> [EXERCISE BRIEF] Reproduce, please, the line that holds "Quick job: Parse" and all later lines through the end of the entries below, exactly; omit pictures.

> [RECORDS FOR PROCESSING]
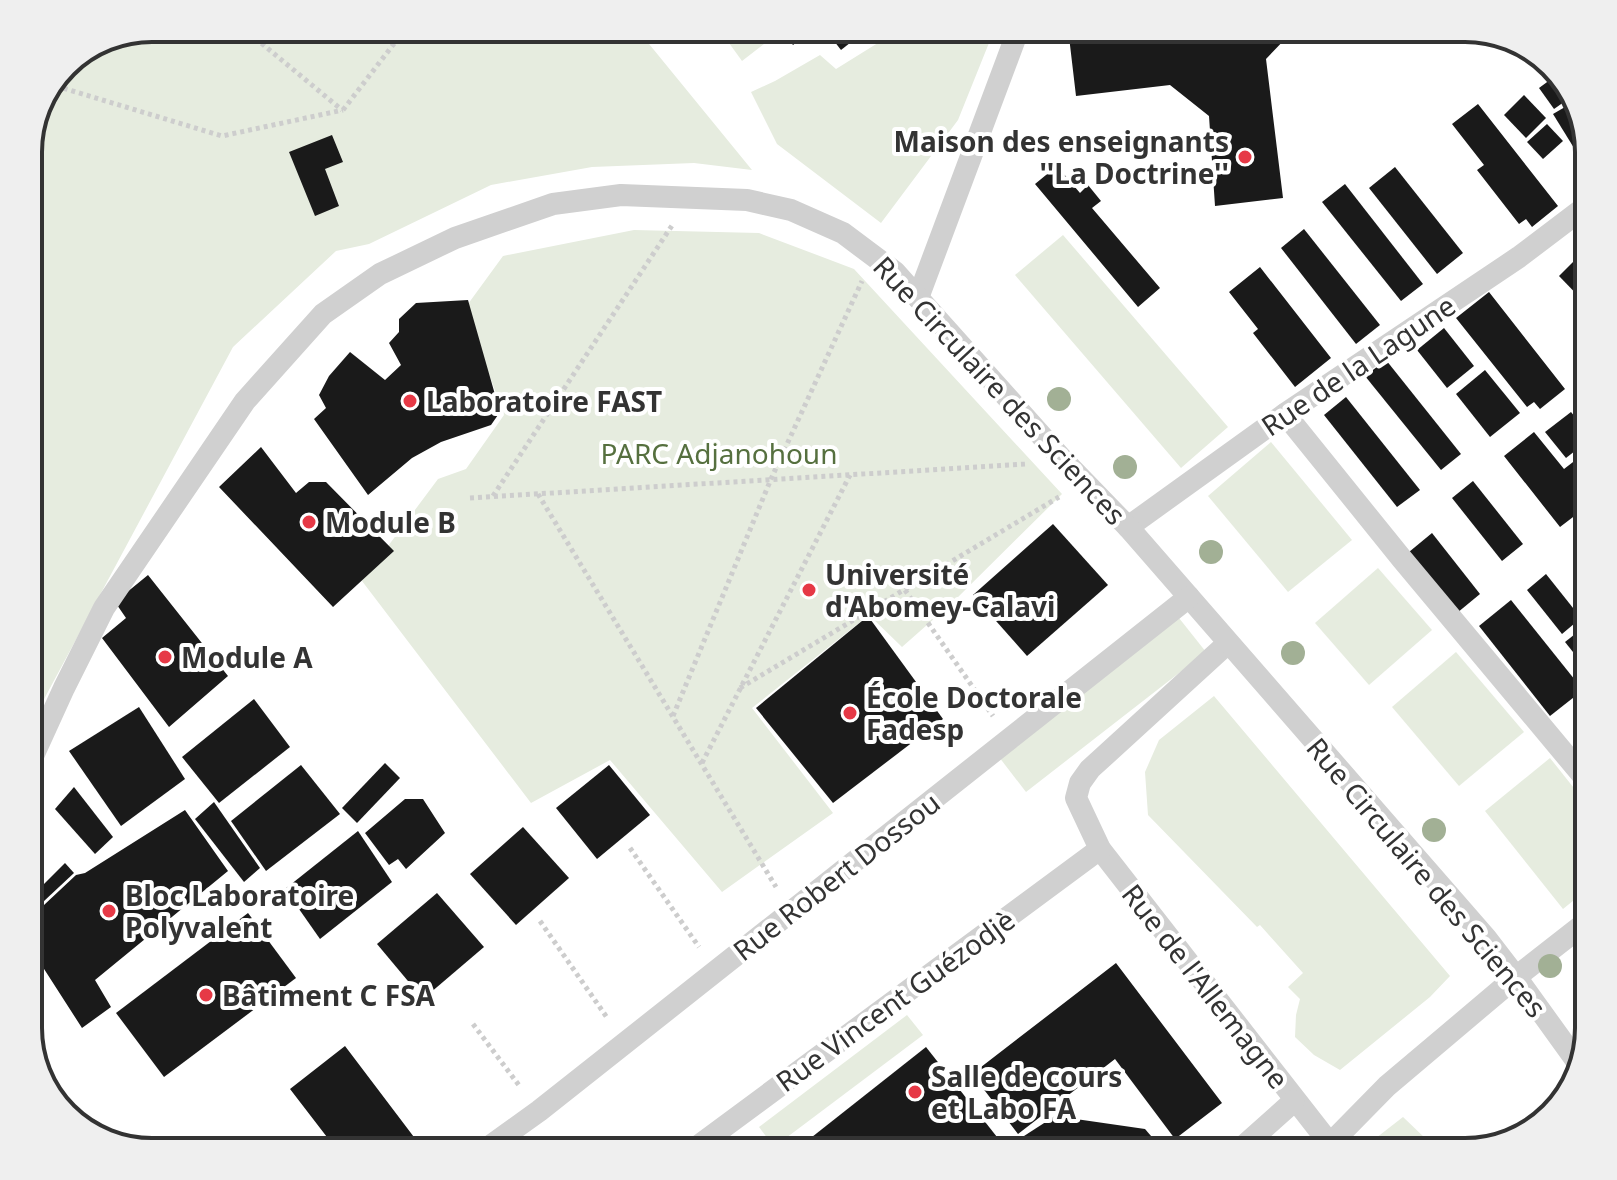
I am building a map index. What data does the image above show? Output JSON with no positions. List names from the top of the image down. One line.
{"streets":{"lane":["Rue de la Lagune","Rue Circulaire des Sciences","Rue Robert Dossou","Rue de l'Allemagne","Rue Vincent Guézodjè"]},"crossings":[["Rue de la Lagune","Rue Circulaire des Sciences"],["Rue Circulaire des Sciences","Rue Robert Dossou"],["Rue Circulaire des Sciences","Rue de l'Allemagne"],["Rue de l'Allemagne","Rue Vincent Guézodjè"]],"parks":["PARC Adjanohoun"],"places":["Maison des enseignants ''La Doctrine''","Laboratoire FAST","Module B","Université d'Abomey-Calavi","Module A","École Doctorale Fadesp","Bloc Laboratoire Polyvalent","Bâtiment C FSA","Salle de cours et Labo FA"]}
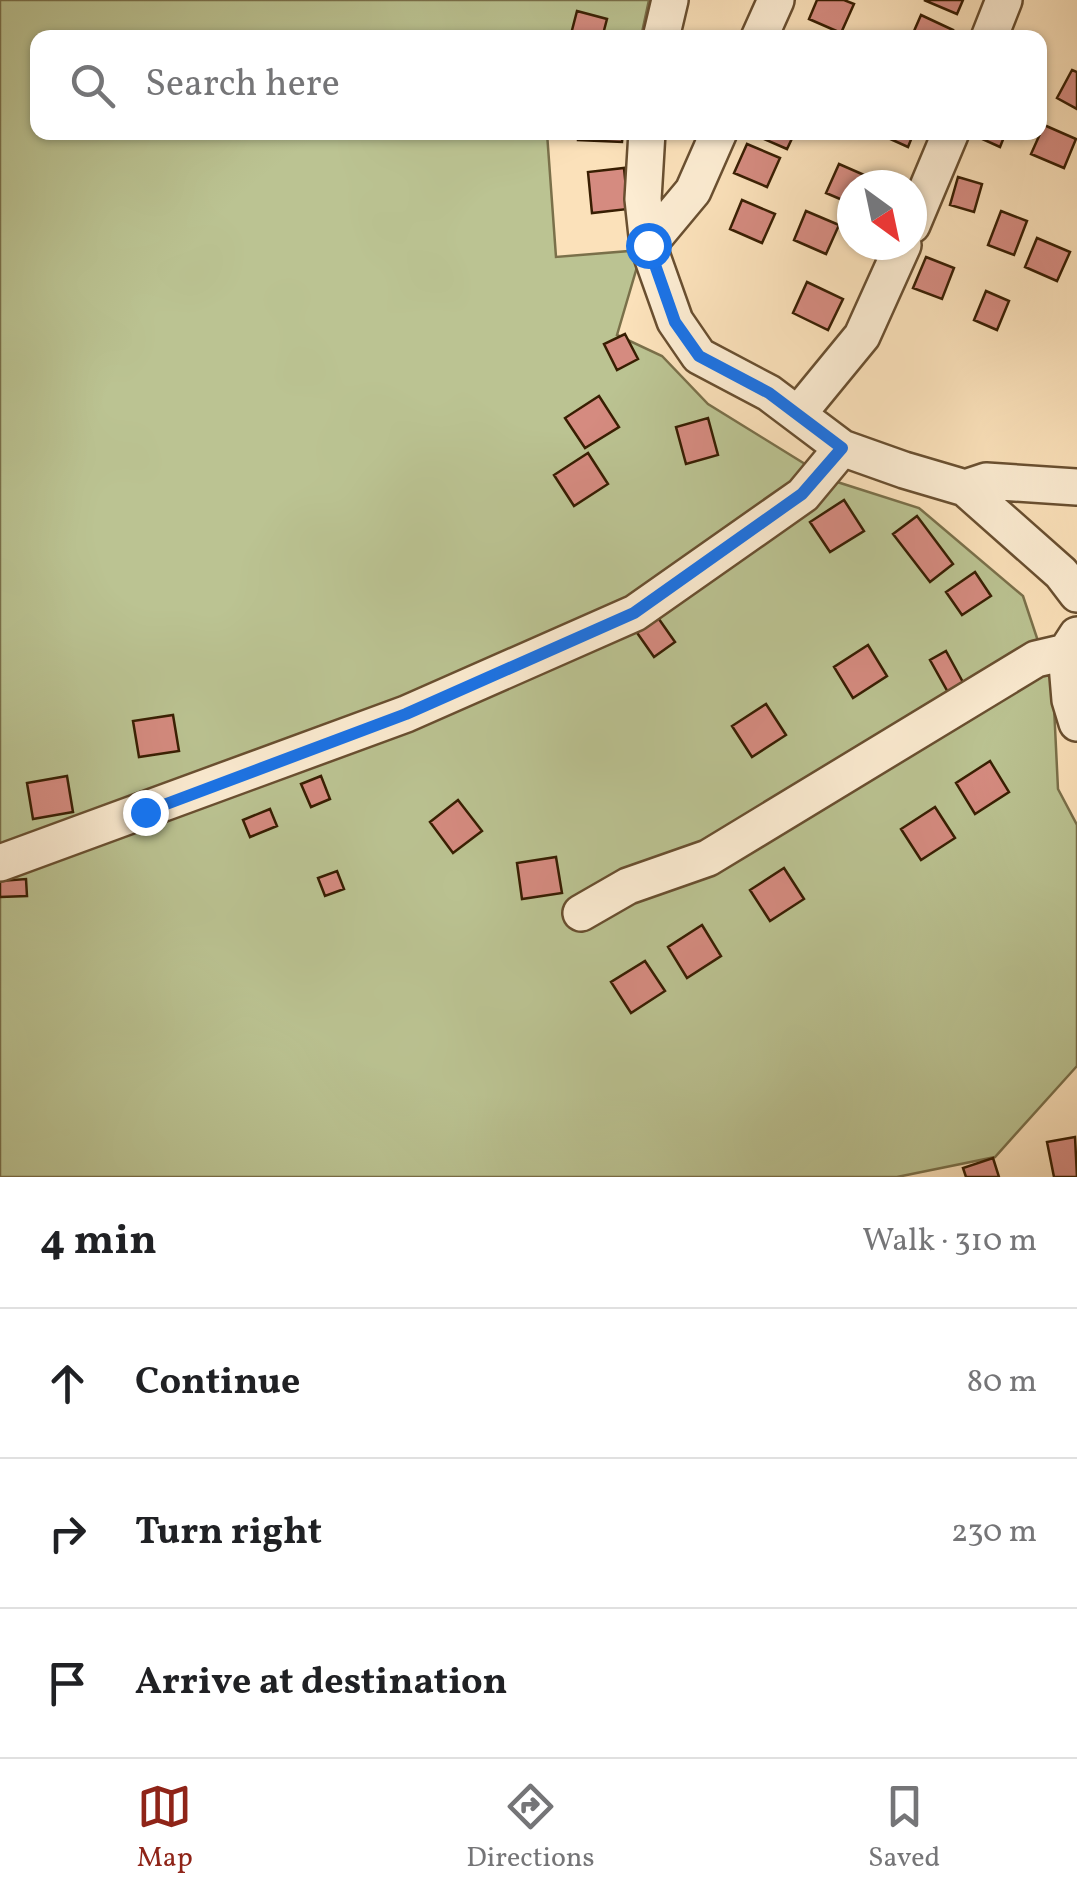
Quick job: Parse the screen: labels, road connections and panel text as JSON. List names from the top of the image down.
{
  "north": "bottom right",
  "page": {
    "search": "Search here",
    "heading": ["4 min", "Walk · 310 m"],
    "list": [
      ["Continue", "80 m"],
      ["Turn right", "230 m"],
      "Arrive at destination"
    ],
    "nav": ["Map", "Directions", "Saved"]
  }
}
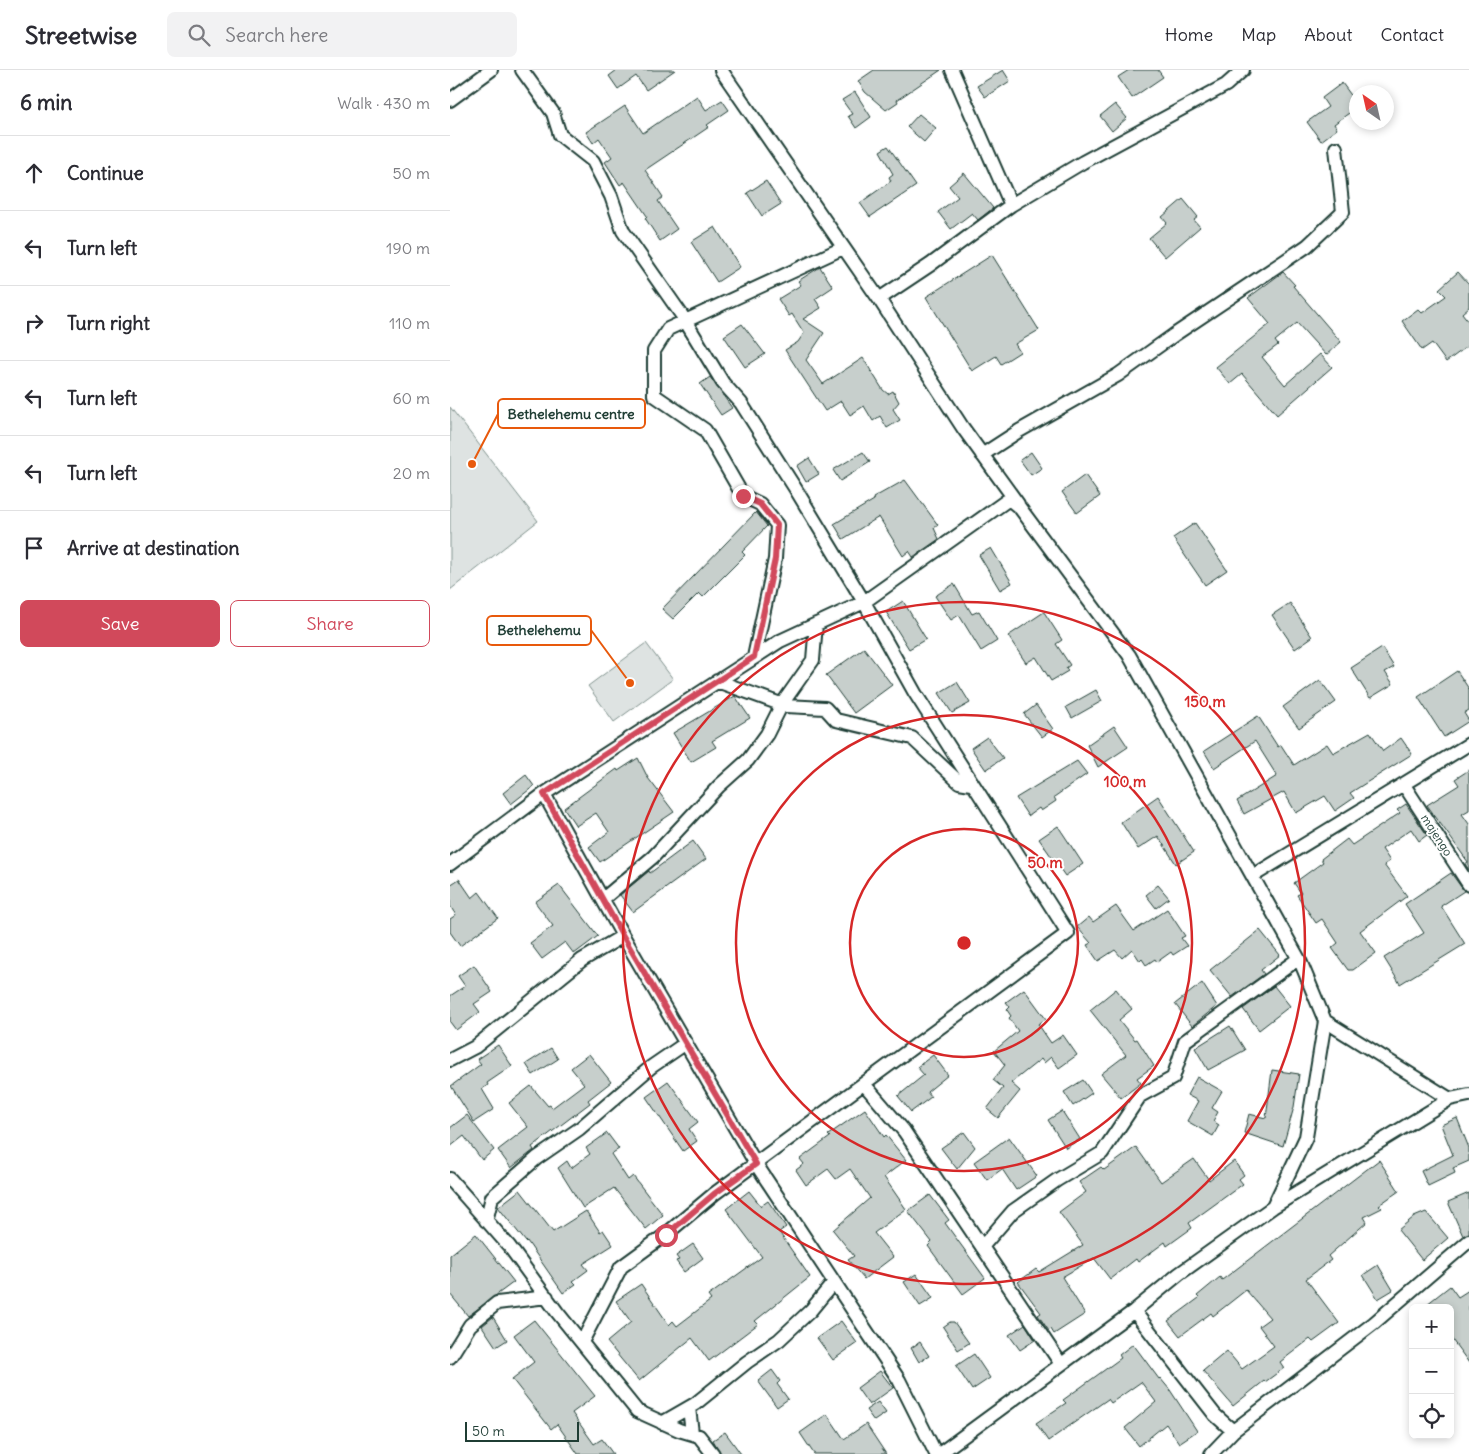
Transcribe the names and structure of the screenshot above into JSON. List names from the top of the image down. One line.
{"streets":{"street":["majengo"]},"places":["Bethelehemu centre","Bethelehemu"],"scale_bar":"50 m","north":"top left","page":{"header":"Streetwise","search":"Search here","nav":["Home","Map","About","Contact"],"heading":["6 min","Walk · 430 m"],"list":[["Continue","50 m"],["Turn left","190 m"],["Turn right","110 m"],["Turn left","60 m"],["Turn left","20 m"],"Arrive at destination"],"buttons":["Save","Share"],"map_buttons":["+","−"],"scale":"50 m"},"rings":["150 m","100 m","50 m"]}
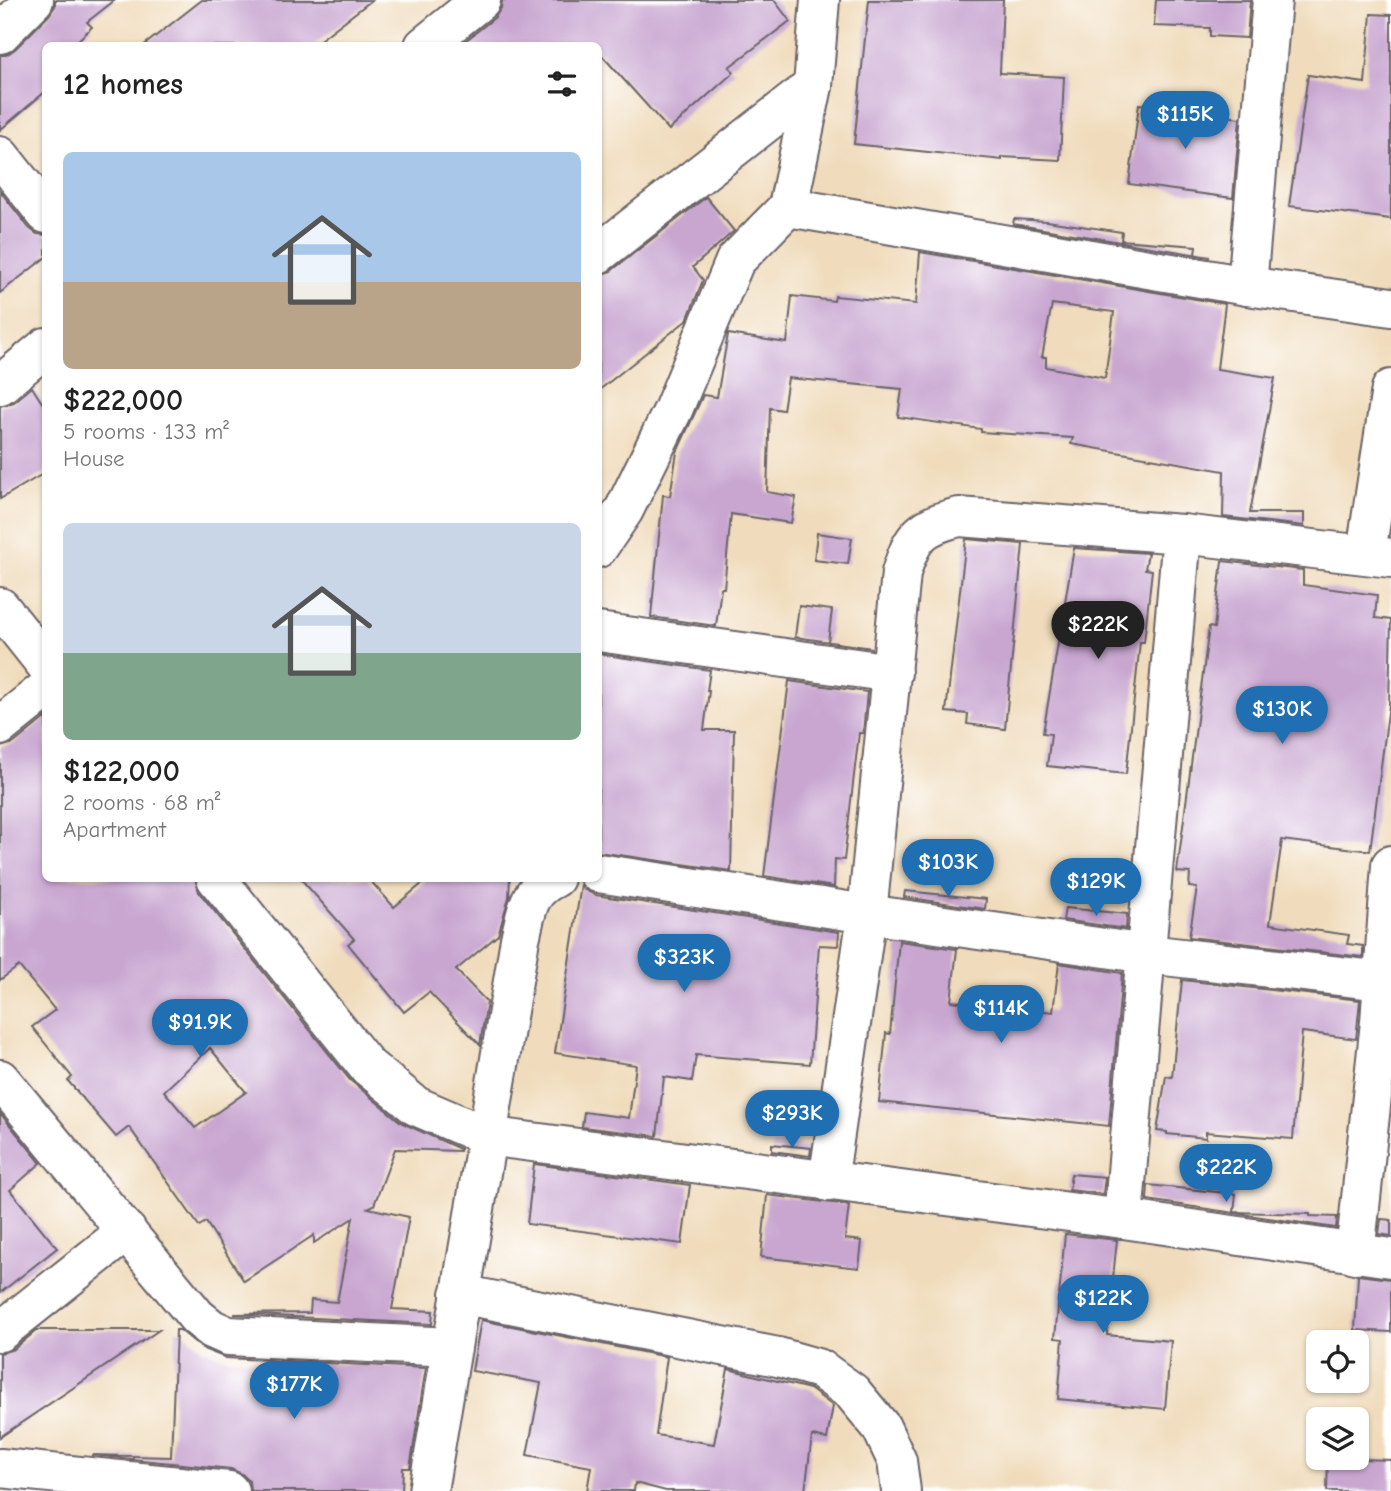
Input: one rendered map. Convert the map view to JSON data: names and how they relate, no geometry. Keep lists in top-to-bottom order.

> [RESPONSE AREA]
Quick job: Parse the screen: labels, road connections and panel text as JSON. List names from the top of the image down.
{
  "north": "bottom right",
  "page": {
    "search": "Search here",
    "heading": ["4 min", "Walk · 310 m"],
    "list": [
      ["Continue", "80 m"],
      ["Turn right", "230 m"],
      "Arrive at destination"
    ],
    "nav": ["Map", "Directions", "Saved"]
  }
}
Transcribe the names and structure of the screenshot above into JSON. List names from the top of the image down. One line.
{"streets":{"street":["majengo"]},"places":["Bethelehemu centre","Bethelehemu"],"scale_bar":"50 m","north":"top left","page":{"header":"Streetwise","search":"Search here","nav":["Home","Map","About","Contact"],"heading":["6 min","Walk · 430 m"],"list":[["Continue","50 m"],["Turn left","190 m"],["Turn right","110 m"],["Turn left","60 m"],["Turn left","20 m"],"Arrive at destination"],"buttons":["Save","Share"],"map_buttons":["+","−"],"scale":"50 m"},"rings":["150 m","100 m","50 m"]}
Input: one rendered map. Convert the map view to JSON data: names and how they relate, no geometry. Keep lists in top-to-bottom order.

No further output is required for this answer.